What is being asked: Print every entry exactly as written and exclude all images.

== Data shown ==

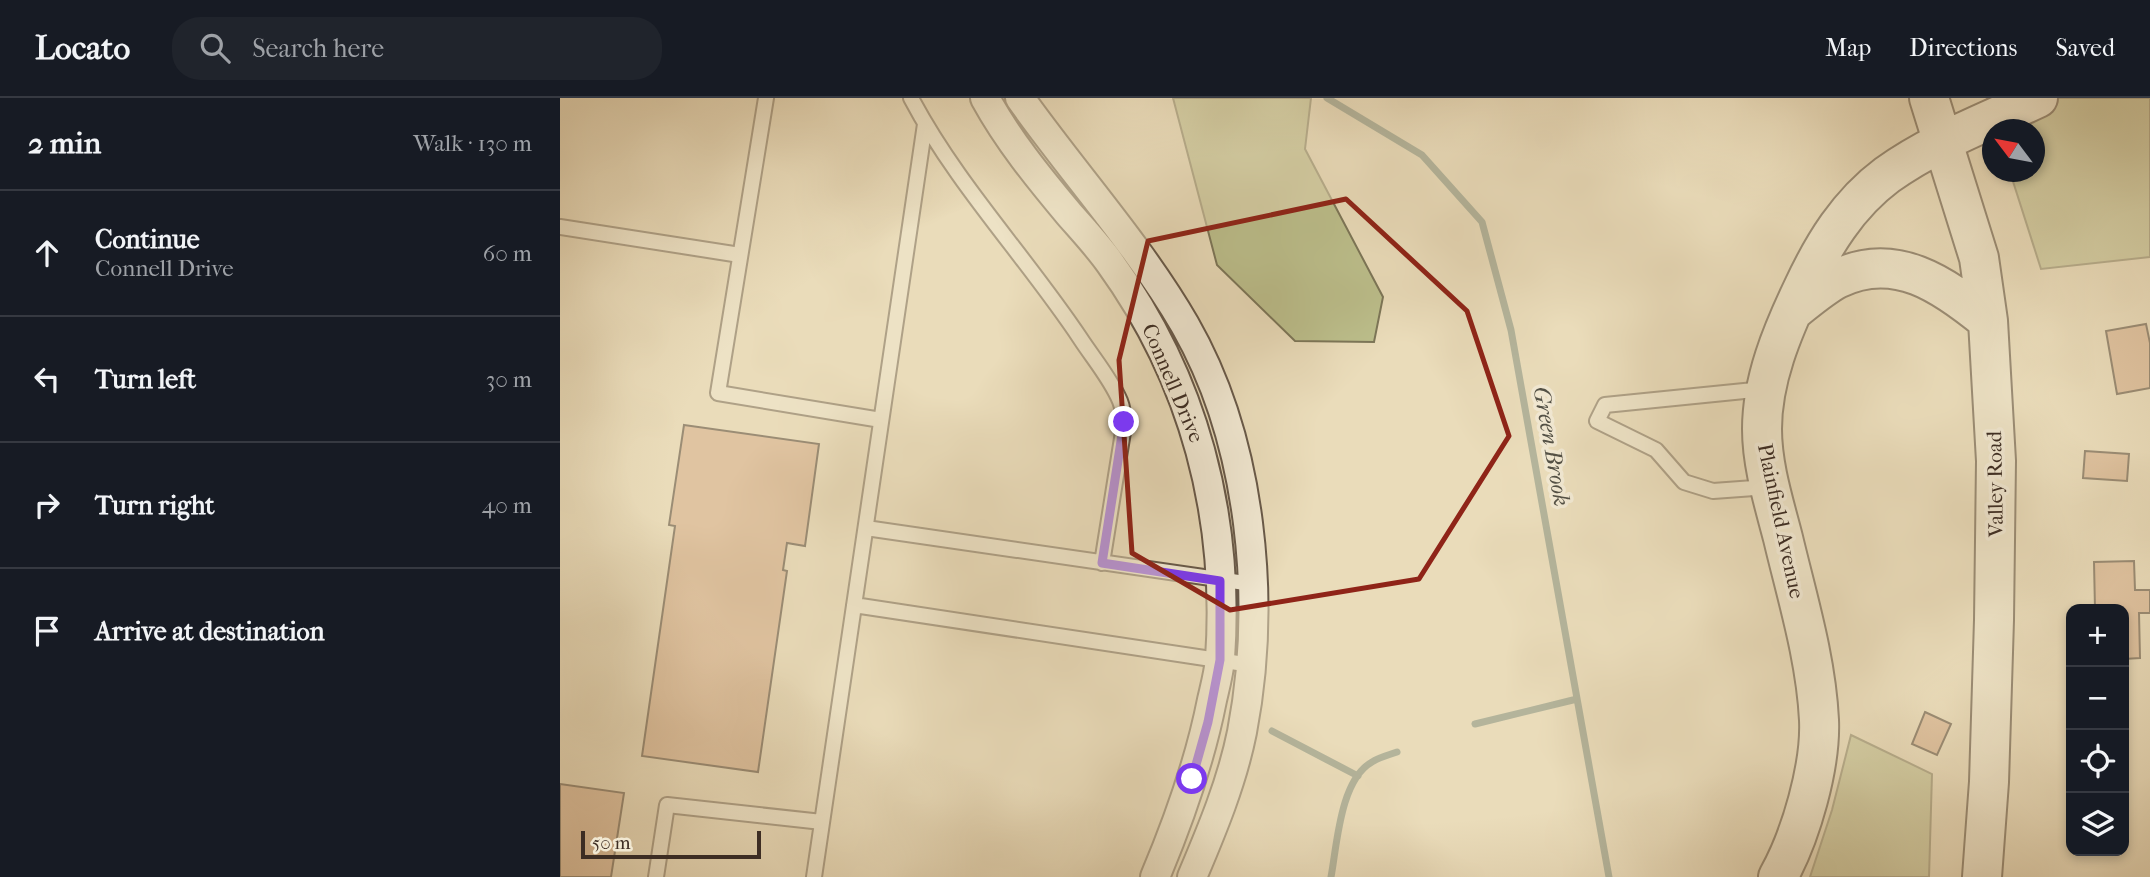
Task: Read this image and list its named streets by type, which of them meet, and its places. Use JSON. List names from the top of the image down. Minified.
{"streets":{"main road":["Valley Road","Plainfield Avenue"],"street":["Connell Drive"]},"crossings":[["Valley Road","Plainfield Avenue"]],"water":["Green Brook"],"scale_bar":"50 m","north":"top left","page":{"header":"Locato","search":"Search here","nav":["Map","Directions","Saved"],"heading":["2 min","Walk · 130 m"],"list":[["Continue","Connell Drive","60 m"],["Turn left","30 m"],["Turn right","40 m"],"Arrive at destination"],"map_buttons":["+","−"],"scale":"50 m"}}
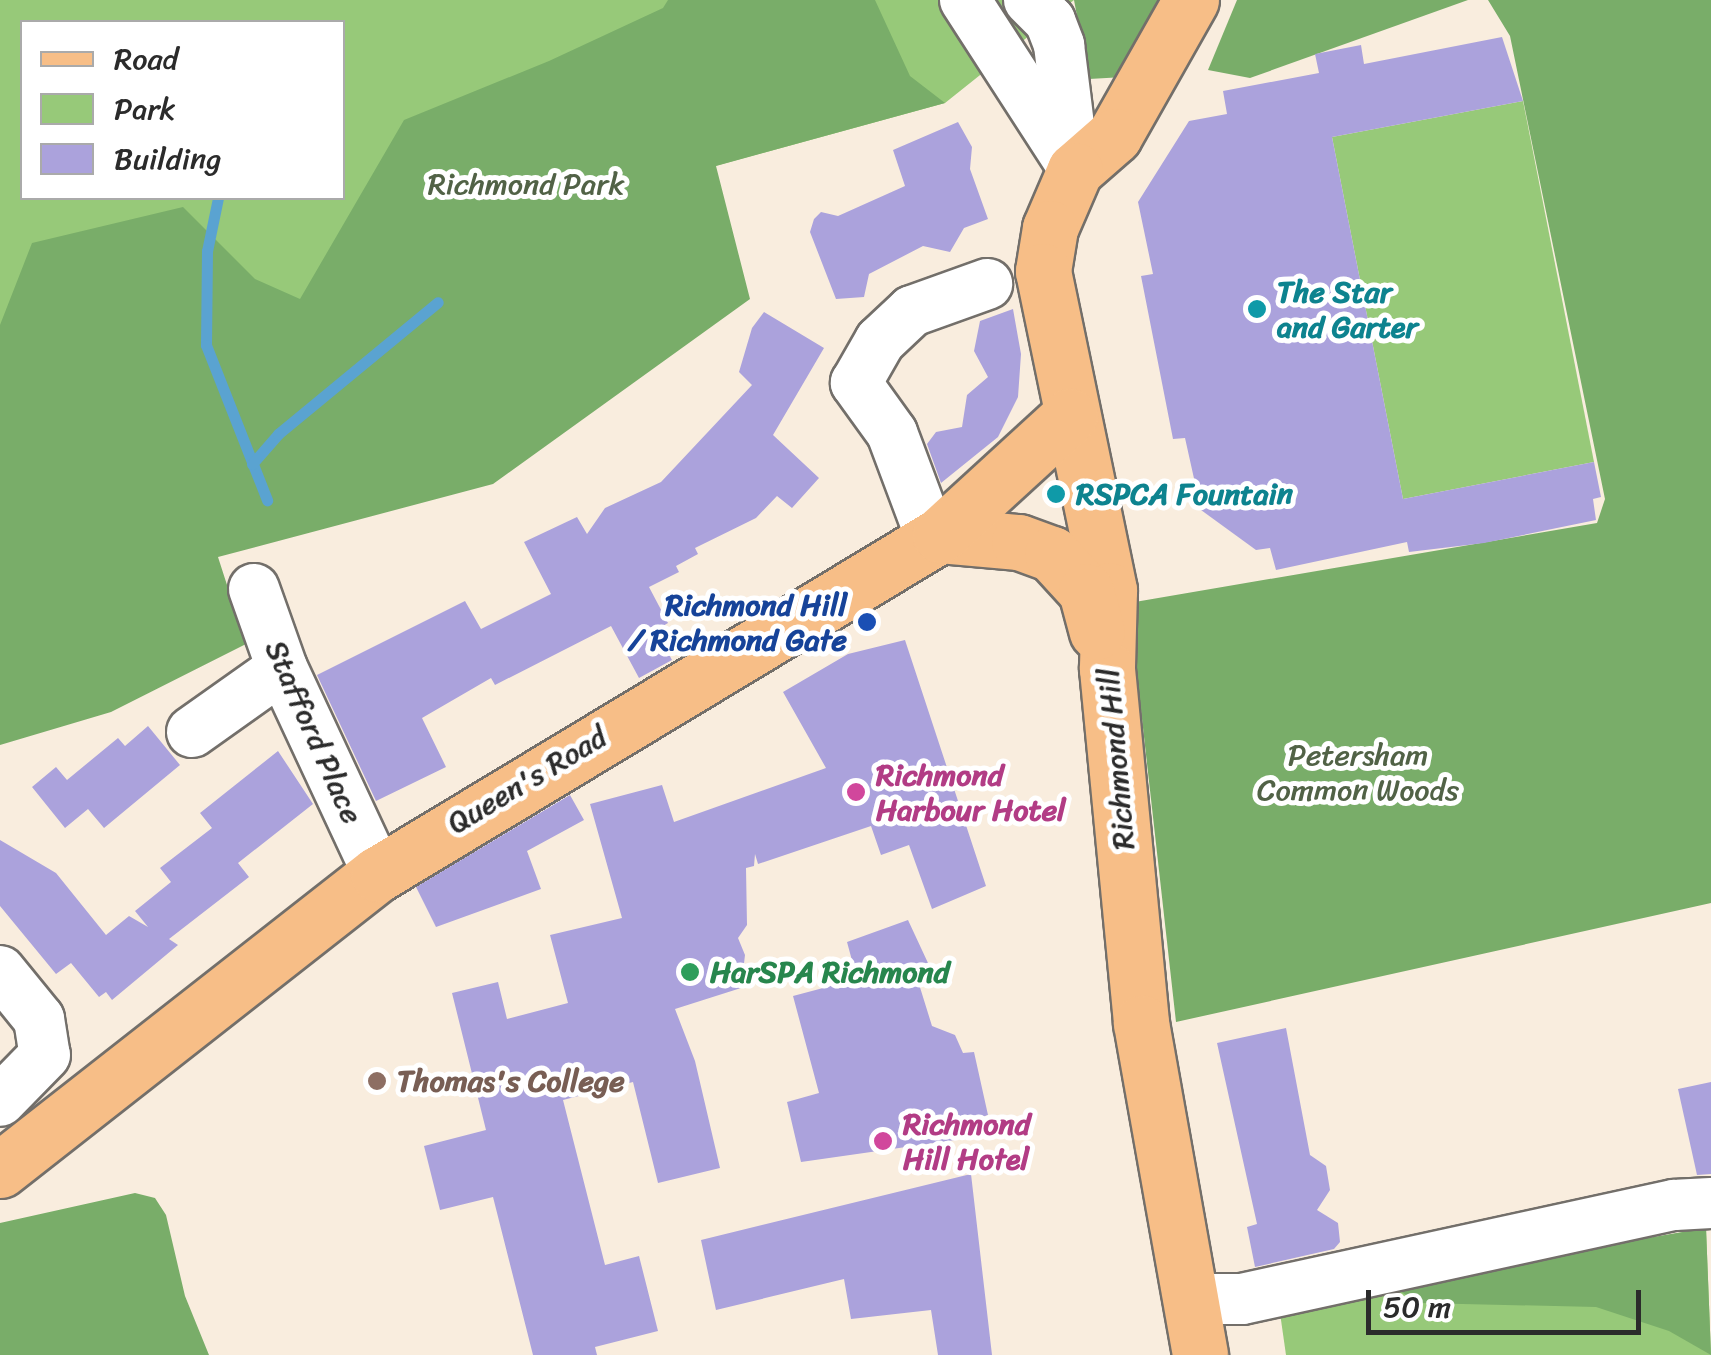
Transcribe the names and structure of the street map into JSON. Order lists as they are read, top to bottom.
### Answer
{
  "streets": {
    "main road": ["Richmond Hill", "Queen's Road"],
    "street": ["Stafford Place"]
  },
  "crossings": [
    ["Stafford Place", "Queen's Road"],
    ["Richmond Hill", "Queen's Road"]
  ],
  "parks": ["Richmond Park", "Petersham Common Woods"],
  "places": [
    "The Star and Garter",
    "RSPCA Fountain",
    "Richmond Hill / Richmond Gate",
    "Richmond Harbour Hotel",
    "HarSPA Richmond",
    "Thomas's College",
    "Richmond Hill Hotel"
  ],
  "legend": ["Road", "Park", "Building"],
  "scale_bar": "50 m"
}
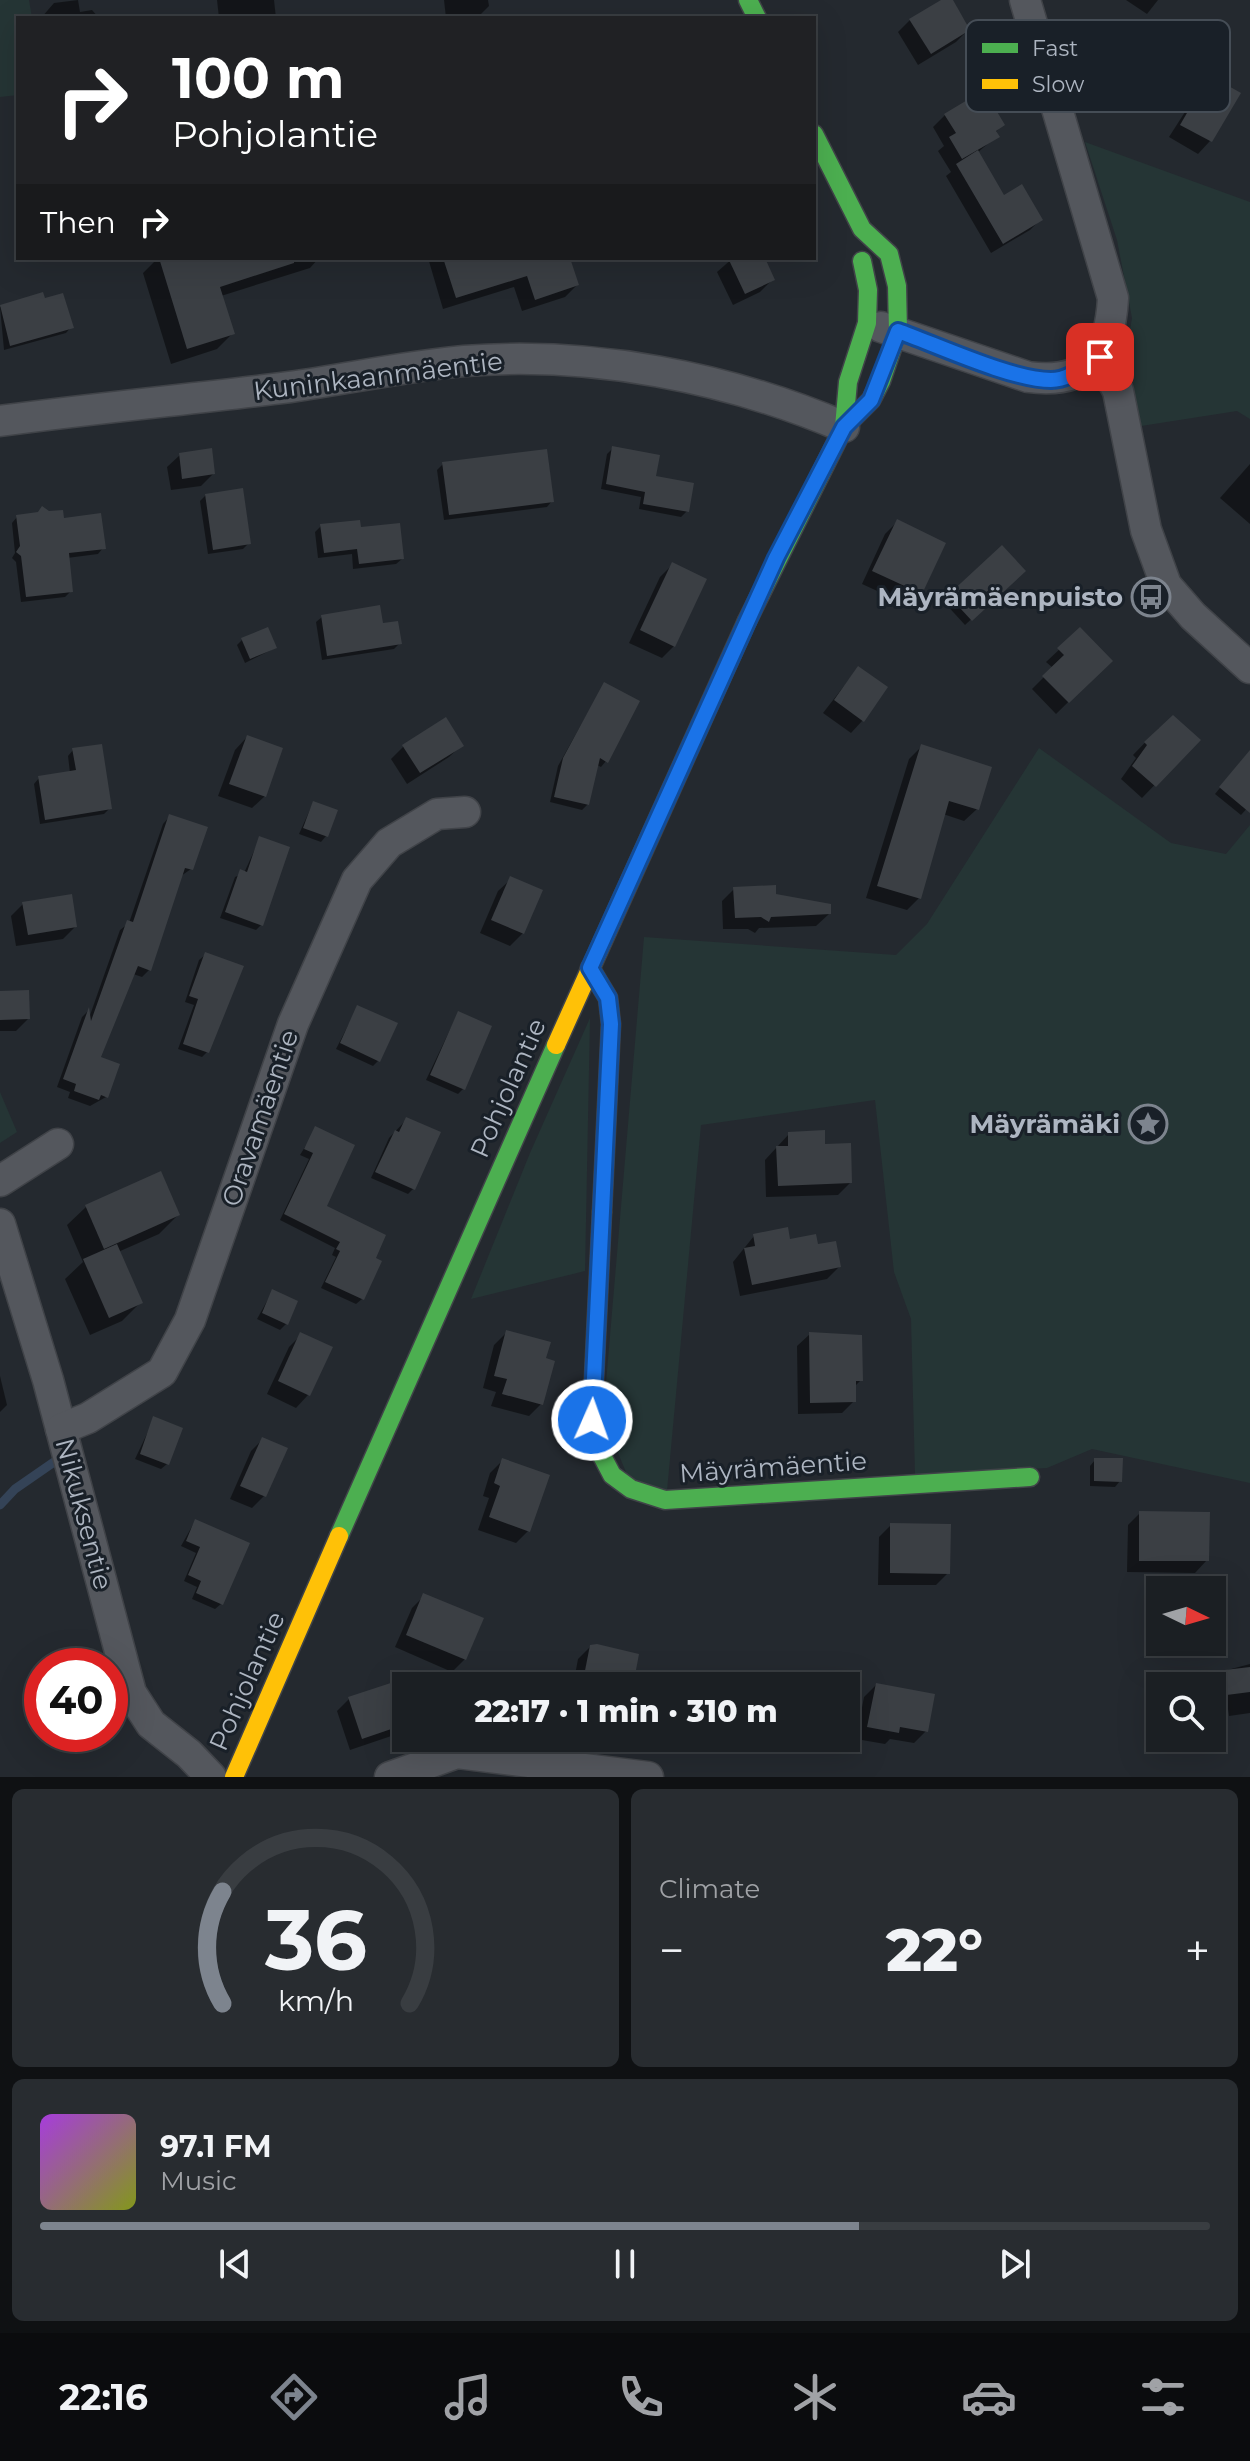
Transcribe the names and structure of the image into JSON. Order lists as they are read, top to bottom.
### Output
{
  "streets": {
    "street": [
      "Kuninkaanmäentie",
      "Pohjolantie",
      "Oravamäentie",
      "Mäyrämäentie",
      "Nikuksentie"
    ]
  },
  "crossings": [
    ["Kuninkaanmäentie", "Pohjolantie"],
    ["Pohjolantie", "Mäyrämäentie"],
    ["Oravamäentie", "Nikuksentie"]
  ],
  "places": {
    "bus stop": ["Mäyrämäenpuisto"],
    "place": ["Mäyrämäki"]
  },
  "legend": ["Fast", "Slow"],
  "north": "right",
  "page": {
    "turn": ["100 m", "Pohjolantie"],
    "then": "Then",
    "limit": "40",
    "trip": "22:17 · 1 min · 310 m",
    "tile": "Climate",
    "heat": ["−", "22°", "+"],
    "song": ["97.1 FM", "Music"],
    "tabs": "22:16",
    "gauge": ["36", "km/h"]
  }
}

===

Exercise answer:
Task: Read this image and list its named streets by type, which of them meet, and its places. Use JSON. List names from the top of the image down. Minified.
{"streets":{"main road":["Valley Road","Plainfield Avenue"],"street":["Connell Drive"]},"crossings":[["Valley Road","Plainfield Avenue"]],"water":["Green Brook"],"scale_bar":"50 m","north":"top left","page":{"header":"Locato","search":"Search here","nav":["Map","Directions","Saved"],"heading":["2 min","Walk · 130 m"],"list":[["Continue","Connell Drive","60 m"],["Turn left","30 m"],["Turn right","40 m"],"Arrive at destination"],"map_buttons":["+","−"],"scale":"50 m"}}
Transcribe the names and structure of the street map into JSON. Order lists as they are read, top to bottom.
### Answer
{
  "streets": {
    "main road": ["Richmond Hill", "Queen's Road"],
    "street": ["Stafford Place"]
  },
  "crossings": [
    ["Stafford Place", "Queen's Road"],
    ["Richmond Hill", "Queen's Road"]
  ],
  "parks": ["Richmond Park", "Petersham Common Woods"],
  "places": [
    "The Star and Garter",
    "RSPCA Fountain",
    "Richmond Hill / Richmond Gate",
    "Richmond Harbour Hotel",
    "HarSPA Richmond",
    "Thomas's College",
    "Richmond Hill Hotel"
  ],
  "legend": ["Road", "Park", "Building"],
  "scale_bar": "50 m"
}
Transcribe the names and structure of the image into JSON. Order lists as they are read, top to bottom.
### Output
{
  "streets": {
    "street": [
      "Kuninkaanmäentie",
      "Pohjolantie",
      "Oravamäentie",
      "Mäyrämäentie",
      "Nikuksentie"
    ]
  },
  "crossings": [
    ["Kuninkaanmäentie", "Pohjolantie"],
    ["Pohjolantie", "Mäyrämäentie"],
    ["Oravamäentie", "Nikuksentie"]
  ],
  "places": {
    "bus stop": ["Mäyrämäenpuisto"],
    "place": ["Mäyrämäki"]
  },
  "legend": ["Fast", "Slow"],
  "north": "right",
  "page": {
    "turn": ["100 m", "Pohjolantie"],
    "then": "Then",
    "limit": "40",
    "trip": "22:17 · 1 min · 310 m",
    "tile": "Climate",
    "heat": ["−", "22°", "+"],
    "song": ["97.1 FM", "Music"],
    "tabs": "22:16",
    "gauge": ["36", "km/h"]
  }
}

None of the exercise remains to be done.